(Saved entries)

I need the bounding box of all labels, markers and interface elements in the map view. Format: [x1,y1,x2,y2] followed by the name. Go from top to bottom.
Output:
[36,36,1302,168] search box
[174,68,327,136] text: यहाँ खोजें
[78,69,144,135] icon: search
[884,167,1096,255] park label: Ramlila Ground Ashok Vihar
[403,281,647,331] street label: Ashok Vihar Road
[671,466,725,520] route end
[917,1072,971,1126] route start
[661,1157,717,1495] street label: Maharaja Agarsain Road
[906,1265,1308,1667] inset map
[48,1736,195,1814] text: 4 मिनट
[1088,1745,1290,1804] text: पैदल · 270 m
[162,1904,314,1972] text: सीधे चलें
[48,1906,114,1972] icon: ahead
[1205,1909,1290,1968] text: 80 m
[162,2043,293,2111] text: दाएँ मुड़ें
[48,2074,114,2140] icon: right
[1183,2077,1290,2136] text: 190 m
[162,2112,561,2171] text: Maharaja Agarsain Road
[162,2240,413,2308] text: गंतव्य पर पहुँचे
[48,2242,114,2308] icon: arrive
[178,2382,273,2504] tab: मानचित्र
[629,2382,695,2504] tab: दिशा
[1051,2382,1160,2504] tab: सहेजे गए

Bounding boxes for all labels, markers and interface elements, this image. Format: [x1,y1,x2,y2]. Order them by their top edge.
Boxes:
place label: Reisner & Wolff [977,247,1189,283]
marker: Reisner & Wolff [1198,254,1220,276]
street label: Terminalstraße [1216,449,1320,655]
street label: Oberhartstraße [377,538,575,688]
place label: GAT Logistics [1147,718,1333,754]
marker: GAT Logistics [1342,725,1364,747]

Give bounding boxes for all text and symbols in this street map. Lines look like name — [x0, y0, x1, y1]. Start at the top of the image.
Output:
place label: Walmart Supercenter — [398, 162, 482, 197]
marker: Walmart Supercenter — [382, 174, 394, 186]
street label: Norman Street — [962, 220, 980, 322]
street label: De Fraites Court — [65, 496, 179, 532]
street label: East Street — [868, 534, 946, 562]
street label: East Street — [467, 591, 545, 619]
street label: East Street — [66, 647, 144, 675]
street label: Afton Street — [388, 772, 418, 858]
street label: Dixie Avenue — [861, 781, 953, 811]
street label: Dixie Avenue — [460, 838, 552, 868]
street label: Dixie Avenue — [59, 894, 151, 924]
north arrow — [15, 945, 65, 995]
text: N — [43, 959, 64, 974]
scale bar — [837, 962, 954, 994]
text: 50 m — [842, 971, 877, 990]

* TASK DESCRIPTION: In the entries, find every line holding "elements" and copy it.

* EXPECTED ANSWER:
I need the bounding box of all labels, markers and interface elements in the map view. Format: [x1,y1,x2,y2] followed by the name. Go from top to bottom.
Bounding boxes for all labels, markers and interface elements, this image. Format: [x1,y1,x2,y2]. Order them by their top edge.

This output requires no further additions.